There was little difficulty in finding an appointment for Marius when his purpose was understood. The difficulty amongst the luxurious court and intriguing officials, whose principle was to do as little and get as much as possible, was to understand how any one who might have had an easy, splendid life at home could wish to rush into peril and toil at the tumultuous frontiers of the Empire. A post was therefore easily obtained in connection with the forces of Aetius, and the day soon arrived when Marius had to set off for Gaul. His last day at home was Sunday. They began it in the early morning in the basilica of Saint Agnes, by the catacombs outside the walls.

Damaris delighted on special occasions to celebrate the Passion near the resting-places of the early martyrs. The subterraneous galleries and chapels among the tombs were familiar to Marius and Lucia from childhood; the frescoes of the Good Shepherd, the Orpheus building up the Holy City by his Divine music, the inscriptions of immortal Peace and Hope were interwoven with every sacred memory of their lives. Among the names of the martyrs were not a few of their own kindred in the past.

The brother and sister walked home among the vineyards and gardens, and the vividness of the sunshine struck them with a sharp contrast as they came out from the subterranean chill and shadow.
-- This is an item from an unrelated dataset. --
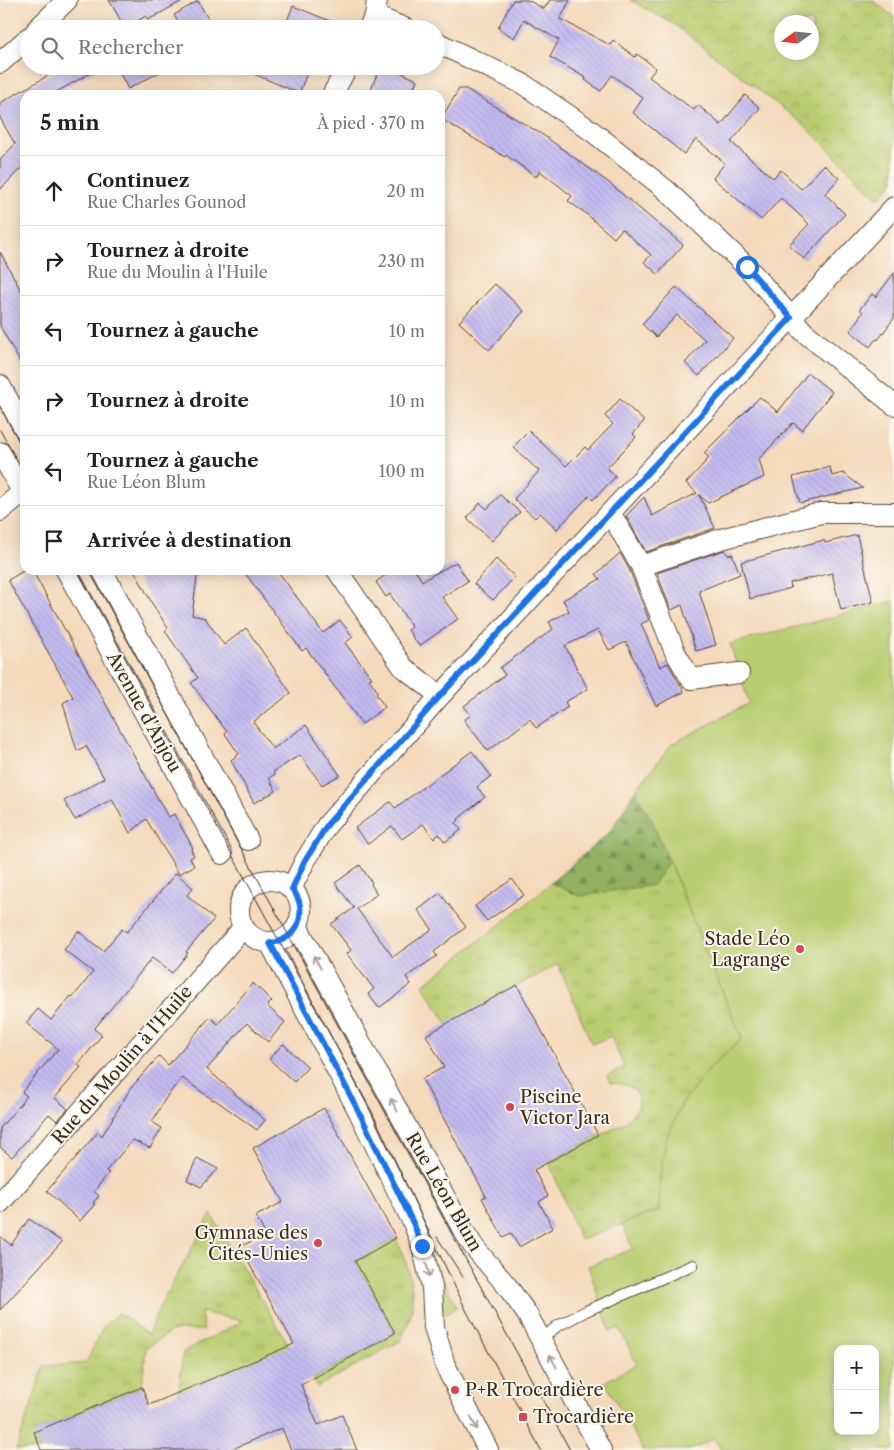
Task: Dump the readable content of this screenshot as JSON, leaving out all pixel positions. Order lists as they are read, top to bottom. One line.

The pulses of youth beat high in them both, and everything was intensified by the thought of the change and parting so near.

It was one of those moments in life like those which sometimes at sunset deepen every colour, and concentrate the broken lights and shadows into the unity of a picture. A new meaning seemed to come into the most common things, and a new unity and significance into their own lives.

“What an inheritance we have had!” Marius said, as they looked up to the hills, at the temples still standing on the Capitol, at the palaces still complete and splendid on the Palatine, at the quays still full of busy life on the Tiber. “What it is to have the familiar pictures of our childhood, those monuments of the greatness of old Rome, of the beauty of Greece!”

“And our Rome and our Greece!” said Lucia; “to have lisped the language the old Romans spoke, Cicero and Virgil, and the old Greeks, Homer and Plato, in our infancy; to have two such mother-tongues! We ought to be very wise, Marius!”

“To have listened to the very words Paul spoke, and Peter, and John the beloved,” said Marius, “from such a mother’s lips! We ought to be very good, Lucia!”

There was a pause. Then Lucia resumed—

“Brother, I sometimes feel such a hypocrite beside mother. She is always trying to guard me with her dear, delicate hands from the great wickedness of the world; she thinks I know nothing of the wickedness of the world, of this wicked Rome. And,” she continued, hesitating, “sometimes I feel as if she were an innocent babe beside me, whom I ought to guard! I feel so dreadfully wise as to the wickedness of the world, so old beside mother.”